Wednesday, October 1, 2008
How it Began
How did I make the decision to quit my job and travel the country? It wasn’t easy. It took several months to put my life dream into a reality, but I did it. You know what? You can do it as well!
I was working in a job for the past 7 years that was challenging at first, but since the company merged with another, it just wasn’t the same anymore. It got too political, wasn’t creative, and my interest in selling the product was non-existent. However, the flexibility and compensation were hard to abandon.
It all started at the beginning of the year. I continued to go through the motions of work, but my body had something else in mind. I went for a normal routine doctor visit to find that I had a softball size tumor in my uterus that would continue to grow if I didn’t do something about it.
In February, I had a myomectomy.
I spent a month lying on my back with nothing to do but think. That’s exactly what I did. I thought about my life. Where I’ve been, where I want to go, what I want to do. I am so thankful that this happened to me because otherwise, I would have just continued the day in, day out grind. Most people don’t have the opportunity to take the time to think about their life and what’s really important. In a way, the fibroid tumor was the best thing that happened to me. I was able to start a new life.
I quit my job.
I packed all of the things I thought I would need and grabbed my dog, Maggie for an adventure of a lifetime. We embarked on a journey across the USA in my little 4x9 teardrop trailer. Little did I know how much I would learn about myself. Not always easy. In fact, some things were a little surprising to me. Pushing my limitations. Every night wasn’t a, “yay, campfire time” experience, although I did have those moments.

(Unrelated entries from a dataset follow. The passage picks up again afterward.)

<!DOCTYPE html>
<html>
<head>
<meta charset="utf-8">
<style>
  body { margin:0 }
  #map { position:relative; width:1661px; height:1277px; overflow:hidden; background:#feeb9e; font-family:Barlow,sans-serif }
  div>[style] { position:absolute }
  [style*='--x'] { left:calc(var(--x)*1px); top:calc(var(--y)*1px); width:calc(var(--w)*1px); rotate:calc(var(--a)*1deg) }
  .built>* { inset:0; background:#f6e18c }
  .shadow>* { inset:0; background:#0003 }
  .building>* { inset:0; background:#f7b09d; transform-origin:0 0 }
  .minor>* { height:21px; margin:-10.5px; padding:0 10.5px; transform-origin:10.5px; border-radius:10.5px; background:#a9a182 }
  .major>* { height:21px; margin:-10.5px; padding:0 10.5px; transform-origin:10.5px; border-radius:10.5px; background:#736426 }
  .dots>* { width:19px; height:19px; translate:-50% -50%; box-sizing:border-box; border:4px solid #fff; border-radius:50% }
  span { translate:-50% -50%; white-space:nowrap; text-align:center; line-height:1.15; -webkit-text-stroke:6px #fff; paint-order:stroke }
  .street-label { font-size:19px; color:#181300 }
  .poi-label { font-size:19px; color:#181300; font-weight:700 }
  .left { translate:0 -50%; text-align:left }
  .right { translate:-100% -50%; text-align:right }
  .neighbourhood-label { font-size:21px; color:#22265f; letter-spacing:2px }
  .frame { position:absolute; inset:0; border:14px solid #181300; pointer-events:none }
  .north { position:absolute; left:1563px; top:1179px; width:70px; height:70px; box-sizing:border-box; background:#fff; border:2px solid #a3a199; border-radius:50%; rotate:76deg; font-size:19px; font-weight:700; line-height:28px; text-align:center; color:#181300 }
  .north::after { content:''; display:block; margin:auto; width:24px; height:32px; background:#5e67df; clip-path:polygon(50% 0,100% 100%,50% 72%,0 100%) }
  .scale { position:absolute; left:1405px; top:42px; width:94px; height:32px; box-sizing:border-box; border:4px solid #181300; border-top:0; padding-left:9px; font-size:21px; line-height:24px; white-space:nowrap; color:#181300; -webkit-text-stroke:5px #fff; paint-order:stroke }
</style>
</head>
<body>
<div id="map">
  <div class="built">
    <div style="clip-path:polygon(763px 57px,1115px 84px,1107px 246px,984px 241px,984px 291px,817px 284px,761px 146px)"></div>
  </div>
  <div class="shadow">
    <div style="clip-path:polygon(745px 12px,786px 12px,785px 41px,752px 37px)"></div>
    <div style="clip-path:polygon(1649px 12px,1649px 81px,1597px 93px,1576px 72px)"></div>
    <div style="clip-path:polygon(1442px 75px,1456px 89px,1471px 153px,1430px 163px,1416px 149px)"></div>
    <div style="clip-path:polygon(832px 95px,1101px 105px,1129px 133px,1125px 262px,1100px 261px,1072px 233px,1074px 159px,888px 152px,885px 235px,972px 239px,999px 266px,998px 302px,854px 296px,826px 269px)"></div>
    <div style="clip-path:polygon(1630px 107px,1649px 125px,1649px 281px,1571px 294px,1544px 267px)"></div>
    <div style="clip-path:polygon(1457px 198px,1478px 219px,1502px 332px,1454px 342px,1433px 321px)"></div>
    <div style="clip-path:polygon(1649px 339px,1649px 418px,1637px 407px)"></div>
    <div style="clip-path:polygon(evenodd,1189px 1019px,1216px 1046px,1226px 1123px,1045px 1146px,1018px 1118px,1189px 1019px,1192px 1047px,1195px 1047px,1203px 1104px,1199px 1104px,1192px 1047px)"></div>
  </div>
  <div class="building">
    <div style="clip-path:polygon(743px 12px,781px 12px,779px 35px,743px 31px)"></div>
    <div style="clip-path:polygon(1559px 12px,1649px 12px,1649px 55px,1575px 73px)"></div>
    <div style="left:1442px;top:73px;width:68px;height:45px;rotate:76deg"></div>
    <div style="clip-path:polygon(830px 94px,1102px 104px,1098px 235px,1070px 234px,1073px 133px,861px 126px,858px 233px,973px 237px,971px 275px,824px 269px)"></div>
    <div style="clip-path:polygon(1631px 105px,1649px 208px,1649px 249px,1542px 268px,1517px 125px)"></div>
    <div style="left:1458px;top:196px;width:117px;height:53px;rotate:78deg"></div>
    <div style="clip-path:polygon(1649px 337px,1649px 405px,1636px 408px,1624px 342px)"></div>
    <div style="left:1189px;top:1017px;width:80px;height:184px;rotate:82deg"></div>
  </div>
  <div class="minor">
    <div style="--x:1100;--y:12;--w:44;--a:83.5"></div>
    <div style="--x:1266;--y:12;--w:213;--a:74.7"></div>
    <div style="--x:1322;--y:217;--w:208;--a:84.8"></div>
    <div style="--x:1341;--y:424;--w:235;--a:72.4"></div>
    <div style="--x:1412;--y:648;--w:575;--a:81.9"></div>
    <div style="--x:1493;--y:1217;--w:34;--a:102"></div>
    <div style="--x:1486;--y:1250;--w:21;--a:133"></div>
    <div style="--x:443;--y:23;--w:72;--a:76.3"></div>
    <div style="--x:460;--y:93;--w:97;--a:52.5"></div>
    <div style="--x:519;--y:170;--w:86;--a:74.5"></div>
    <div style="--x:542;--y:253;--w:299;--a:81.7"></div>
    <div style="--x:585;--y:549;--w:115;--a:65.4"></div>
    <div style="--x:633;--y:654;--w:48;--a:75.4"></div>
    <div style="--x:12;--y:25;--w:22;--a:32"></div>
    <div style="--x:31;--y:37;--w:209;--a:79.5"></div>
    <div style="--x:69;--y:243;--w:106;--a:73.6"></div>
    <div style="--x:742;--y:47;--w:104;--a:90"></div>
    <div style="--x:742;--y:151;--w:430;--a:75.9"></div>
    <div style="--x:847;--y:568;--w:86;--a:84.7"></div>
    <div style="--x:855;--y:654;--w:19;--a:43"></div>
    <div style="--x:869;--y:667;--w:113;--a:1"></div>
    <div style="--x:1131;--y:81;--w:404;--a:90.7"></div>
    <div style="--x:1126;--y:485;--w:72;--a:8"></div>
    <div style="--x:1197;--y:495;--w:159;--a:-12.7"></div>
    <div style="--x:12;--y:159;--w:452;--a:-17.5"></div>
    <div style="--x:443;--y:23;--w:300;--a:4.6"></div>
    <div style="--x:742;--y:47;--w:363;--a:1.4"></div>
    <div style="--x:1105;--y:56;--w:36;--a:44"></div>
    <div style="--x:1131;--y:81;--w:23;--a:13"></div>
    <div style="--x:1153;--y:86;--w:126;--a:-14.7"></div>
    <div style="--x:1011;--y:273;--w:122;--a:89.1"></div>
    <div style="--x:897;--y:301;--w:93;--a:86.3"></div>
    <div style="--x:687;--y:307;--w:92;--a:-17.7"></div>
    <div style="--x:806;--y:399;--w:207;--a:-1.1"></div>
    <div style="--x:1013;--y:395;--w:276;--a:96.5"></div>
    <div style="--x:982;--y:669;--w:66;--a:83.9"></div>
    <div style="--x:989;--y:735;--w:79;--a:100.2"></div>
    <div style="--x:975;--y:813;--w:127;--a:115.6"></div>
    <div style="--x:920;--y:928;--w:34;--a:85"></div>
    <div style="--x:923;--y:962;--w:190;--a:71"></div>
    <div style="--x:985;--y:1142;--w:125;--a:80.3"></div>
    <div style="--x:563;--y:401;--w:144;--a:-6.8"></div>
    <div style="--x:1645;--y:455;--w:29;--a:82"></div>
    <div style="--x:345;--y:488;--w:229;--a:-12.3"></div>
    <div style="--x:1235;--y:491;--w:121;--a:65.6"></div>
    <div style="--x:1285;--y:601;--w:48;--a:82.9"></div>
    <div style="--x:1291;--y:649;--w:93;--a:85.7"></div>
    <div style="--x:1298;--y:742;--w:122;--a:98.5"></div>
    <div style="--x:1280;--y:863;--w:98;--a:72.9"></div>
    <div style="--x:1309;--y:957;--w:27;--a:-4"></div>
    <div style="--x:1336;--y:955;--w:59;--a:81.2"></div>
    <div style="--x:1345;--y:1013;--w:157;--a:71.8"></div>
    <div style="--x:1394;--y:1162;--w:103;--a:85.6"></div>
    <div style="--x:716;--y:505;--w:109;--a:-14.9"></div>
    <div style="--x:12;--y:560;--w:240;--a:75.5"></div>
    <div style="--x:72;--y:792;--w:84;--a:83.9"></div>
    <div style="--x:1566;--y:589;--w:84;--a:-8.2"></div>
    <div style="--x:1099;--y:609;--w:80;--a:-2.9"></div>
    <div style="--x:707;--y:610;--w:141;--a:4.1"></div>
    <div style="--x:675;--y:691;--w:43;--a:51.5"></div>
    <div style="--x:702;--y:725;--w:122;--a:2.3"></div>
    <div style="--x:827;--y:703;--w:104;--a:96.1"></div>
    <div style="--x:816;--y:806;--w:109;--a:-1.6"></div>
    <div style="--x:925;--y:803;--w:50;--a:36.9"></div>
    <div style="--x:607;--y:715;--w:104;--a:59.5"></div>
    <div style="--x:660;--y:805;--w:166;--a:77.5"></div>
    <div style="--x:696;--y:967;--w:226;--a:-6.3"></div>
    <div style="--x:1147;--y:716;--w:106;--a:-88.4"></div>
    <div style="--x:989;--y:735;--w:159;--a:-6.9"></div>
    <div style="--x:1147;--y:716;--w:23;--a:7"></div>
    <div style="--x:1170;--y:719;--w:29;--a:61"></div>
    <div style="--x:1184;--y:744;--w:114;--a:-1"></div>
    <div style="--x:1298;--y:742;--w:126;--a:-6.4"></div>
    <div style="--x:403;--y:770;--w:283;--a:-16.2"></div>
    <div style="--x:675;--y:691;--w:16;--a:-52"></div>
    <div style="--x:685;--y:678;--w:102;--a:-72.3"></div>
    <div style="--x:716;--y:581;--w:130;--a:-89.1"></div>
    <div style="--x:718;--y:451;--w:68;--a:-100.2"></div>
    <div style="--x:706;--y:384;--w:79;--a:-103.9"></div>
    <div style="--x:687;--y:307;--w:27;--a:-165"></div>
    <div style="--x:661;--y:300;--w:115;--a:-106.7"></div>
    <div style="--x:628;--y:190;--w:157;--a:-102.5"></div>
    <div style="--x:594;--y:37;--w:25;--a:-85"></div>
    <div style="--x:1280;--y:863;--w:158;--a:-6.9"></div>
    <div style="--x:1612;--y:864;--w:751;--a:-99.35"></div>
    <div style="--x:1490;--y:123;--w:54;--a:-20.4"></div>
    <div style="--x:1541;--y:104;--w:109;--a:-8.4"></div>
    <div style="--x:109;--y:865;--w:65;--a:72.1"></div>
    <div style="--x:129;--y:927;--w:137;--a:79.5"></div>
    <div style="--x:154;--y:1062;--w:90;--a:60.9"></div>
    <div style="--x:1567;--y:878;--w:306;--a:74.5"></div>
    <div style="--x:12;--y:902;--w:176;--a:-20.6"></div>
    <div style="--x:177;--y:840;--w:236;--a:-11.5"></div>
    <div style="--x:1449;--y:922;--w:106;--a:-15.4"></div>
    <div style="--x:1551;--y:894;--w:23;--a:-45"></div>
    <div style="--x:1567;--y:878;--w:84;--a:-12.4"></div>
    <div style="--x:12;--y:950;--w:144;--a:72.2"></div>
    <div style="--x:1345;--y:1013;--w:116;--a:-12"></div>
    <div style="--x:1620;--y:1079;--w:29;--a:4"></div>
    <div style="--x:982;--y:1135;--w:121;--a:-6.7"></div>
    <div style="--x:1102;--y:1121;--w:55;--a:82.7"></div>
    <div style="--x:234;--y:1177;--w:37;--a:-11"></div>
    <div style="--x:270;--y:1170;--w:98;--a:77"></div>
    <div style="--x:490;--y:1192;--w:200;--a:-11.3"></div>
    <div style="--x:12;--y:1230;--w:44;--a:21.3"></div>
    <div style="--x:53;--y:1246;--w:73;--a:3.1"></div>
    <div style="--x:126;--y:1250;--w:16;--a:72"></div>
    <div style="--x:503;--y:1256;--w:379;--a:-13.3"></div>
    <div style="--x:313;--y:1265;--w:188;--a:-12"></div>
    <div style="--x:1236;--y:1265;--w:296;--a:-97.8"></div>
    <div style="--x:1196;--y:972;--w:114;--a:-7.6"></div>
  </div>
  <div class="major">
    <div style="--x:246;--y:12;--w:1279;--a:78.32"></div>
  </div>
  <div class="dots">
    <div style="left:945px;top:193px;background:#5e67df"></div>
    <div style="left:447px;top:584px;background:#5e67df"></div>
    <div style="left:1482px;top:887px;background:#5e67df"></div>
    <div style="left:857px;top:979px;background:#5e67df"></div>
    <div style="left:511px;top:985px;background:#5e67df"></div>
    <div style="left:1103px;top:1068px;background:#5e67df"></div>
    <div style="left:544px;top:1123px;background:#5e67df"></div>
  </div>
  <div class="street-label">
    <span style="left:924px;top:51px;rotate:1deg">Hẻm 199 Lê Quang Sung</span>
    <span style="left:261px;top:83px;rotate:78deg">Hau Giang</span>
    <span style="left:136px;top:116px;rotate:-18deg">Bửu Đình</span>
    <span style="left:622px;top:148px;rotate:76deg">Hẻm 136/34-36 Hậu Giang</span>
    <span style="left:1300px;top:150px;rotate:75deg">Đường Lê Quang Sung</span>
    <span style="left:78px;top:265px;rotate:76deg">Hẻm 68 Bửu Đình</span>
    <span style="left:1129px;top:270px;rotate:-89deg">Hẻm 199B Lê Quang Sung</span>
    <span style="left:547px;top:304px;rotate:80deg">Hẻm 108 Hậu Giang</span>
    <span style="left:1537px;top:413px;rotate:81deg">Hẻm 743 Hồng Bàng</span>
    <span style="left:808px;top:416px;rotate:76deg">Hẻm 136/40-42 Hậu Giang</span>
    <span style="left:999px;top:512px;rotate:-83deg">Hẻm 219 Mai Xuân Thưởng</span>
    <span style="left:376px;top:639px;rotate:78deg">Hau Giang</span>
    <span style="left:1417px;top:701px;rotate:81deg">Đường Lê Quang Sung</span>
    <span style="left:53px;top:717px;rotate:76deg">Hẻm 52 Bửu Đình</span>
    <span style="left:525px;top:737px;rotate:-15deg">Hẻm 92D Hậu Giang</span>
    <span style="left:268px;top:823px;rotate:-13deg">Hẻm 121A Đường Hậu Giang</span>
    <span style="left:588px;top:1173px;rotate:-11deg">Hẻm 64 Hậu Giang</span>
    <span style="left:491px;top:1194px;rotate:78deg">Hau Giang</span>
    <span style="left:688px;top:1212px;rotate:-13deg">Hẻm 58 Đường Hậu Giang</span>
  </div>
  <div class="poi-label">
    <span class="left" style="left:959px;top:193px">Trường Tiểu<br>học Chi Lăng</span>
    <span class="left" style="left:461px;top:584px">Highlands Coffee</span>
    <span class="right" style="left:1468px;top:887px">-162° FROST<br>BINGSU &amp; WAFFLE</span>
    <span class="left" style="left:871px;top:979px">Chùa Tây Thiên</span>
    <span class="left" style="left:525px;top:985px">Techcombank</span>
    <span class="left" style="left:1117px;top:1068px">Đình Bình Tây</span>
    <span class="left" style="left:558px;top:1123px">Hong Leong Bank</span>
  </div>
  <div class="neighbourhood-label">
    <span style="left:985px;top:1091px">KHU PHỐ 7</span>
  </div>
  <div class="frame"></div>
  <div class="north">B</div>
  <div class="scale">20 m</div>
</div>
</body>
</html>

I didn’t have a plan. There were a few places I wanted to go and a few people I wanted to see. Other than that, it was my planned dream of not planning. I would wake up, look at a map and decide in the morning where I wanted to go and what I wanted to do. This is not a “normal” life, but what is “normal” now and days?
Today is day 3 of being home on a “pit stop.” I am still recovering from being on the road for 117 days. I think it’s because I have a hard time relaxing, among other reasons. In the next few days, I will share with you some of my thoughts and findings of being on the road.
I hope that through my experience, you may realize your own dream. It was one of the scariest things I’ve ever done. However, because I made the decision, it gave me an experience I may not have ever realized in my life. I look forward to the next chapter and sharing it with you.